• **The input**

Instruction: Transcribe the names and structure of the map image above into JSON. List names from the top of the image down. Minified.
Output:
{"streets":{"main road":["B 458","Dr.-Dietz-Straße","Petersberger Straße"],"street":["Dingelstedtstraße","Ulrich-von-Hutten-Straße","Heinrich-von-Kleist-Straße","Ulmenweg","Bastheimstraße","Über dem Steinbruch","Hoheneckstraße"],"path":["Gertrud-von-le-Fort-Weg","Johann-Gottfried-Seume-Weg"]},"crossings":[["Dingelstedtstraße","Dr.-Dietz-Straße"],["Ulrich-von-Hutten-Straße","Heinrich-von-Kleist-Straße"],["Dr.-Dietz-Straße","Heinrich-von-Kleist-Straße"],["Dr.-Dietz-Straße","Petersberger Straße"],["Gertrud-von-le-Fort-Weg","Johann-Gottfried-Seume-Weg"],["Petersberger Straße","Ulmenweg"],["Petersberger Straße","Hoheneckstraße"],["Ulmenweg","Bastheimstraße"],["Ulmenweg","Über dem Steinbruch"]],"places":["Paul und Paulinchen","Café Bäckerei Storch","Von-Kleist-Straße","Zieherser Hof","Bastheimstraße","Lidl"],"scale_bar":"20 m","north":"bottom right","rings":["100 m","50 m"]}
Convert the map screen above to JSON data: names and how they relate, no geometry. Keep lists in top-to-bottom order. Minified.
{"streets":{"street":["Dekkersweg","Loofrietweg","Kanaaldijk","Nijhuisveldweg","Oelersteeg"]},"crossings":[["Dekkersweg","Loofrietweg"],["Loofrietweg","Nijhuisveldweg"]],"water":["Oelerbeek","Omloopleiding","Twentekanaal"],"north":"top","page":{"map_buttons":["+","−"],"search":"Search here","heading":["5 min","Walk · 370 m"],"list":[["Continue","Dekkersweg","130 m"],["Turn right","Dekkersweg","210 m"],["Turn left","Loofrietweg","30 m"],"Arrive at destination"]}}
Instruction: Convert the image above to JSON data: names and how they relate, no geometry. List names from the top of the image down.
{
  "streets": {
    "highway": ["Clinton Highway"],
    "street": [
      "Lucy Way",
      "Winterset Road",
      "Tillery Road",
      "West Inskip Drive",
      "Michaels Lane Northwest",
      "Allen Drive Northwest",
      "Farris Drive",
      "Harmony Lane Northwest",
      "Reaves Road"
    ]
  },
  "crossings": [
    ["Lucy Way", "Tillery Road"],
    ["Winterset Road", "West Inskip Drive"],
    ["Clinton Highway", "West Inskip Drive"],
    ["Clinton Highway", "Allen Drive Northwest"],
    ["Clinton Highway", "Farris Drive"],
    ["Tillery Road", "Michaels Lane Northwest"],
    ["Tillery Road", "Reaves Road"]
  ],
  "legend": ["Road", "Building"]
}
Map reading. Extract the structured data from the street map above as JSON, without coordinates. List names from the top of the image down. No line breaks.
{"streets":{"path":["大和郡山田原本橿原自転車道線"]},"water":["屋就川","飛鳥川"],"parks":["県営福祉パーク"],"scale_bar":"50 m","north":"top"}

• **Exercise objective**
Quote the whole listing above, leaving nothing out.

• **Task solution**
Instruction: Transcribe the names and structure of the map image above into JSON. List names from the top of the image down. Minified.
Output:
{"streets":{"main road":["B 458","Dr.-Dietz-Straße","Petersberger Straße"],"street":["Dingelstedtstraße","Ulrich-von-Hutten-Straße","Heinrich-von-Kleist-Straße","Ulmenweg","Bastheimstraße","Über dem Steinbruch","Hoheneckstraße"],"path":["Gertrud-von-le-Fort-Weg","Johann-Gottfried-Seume-Weg"]},"crossings":[["Dingelstedtstraße","Dr.-Dietz-Straße"],["Ulrich-von-Hutten-Straße","Heinrich-von-Kleist-Straße"],["Dr.-Dietz-Straße","Heinrich-von-Kleist-Straße"],["Dr.-Dietz-Straße","Petersberger Straße"],["Gertrud-von-le-Fort-Weg","Johann-Gottfried-Seume-Weg"],["Petersberger Straße","Ulmenweg"],["Petersberger Straße","Hoheneckstraße"],["Ulmenweg","Bastheimstraße"],["Ulmenweg","Über dem Steinbruch"]],"places":["Paul und Paulinchen","Café Bäckerei Storch","Von-Kleist-Straße","Zieherser Hof","Bastheimstraße","Lidl"],"scale_bar":"20 m","north":"bottom right","rings":["100 m","50 m"]}
Convert the map screen above to JSON data: names and how they relate, no geometry. Keep lists in top-to-bottom order. Minified.
{"streets":{"street":["Dekkersweg","Loofrietweg","Kanaaldijk","Nijhuisveldweg","Oelersteeg"]},"crossings":[["Dekkersweg","Loofrietweg"],["Loofrietweg","Nijhuisveldweg"]],"water":["Oelerbeek","Omloopleiding","Twentekanaal"],"north":"top","page":{"map_buttons":["+","−"],"search":"Search here","heading":["5 min","Walk · 370 m"],"list":[["Continue","Dekkersweg","130 m"],["Turn right","Dekkersweg","210 m"],["Turn left","Loofrietweg","30 m"],"Arrive at destination"]}}
Instruction: Convert the image above to JSON data: names and how they relate, no geometry. List names from the top of the image down.
{
  "streets": {
    "highway": ["Clinton Highway"],
    "street": [
      "Lucy Way",
      "Winterset Road",
      "Tillery Road",
      "West Inskip Drive",
      "Michaels Lane Northwest",
      "Allen Drive Northwest",
      "Farris Drive",
      "Harmony Lane Northwest",
      "Reaves Road"
    ]
  },
  "crossings": [
    ["Lucy Way", "Tillery Road"],
    ["Winterset Road", "West Inskip Drive"],
    ["Clinton Highway", "West Inskip Drive"],
    ["Clinton Highway", "Allen Drive Northwest"],
    ["Clinton Highway", "Farris Drive"],
    ["Tillery Road", "Michaels Lane Northwest"],
    ["Tillery Road", "Reaves Road"]
  ],
  "legend": ["Road", "Building"]
}
Map reading. Extract the structured data from the street map above as JSON, without coordinates. List names from the top of the image down. No line breaks.
{"streets":{"path":["大和郡山田原本橿原自転車道線"]},"water":["屋就川","飛鳥川"],"parks":["県営福祉パーク"],"scale_bar":"50 m","north":"top"}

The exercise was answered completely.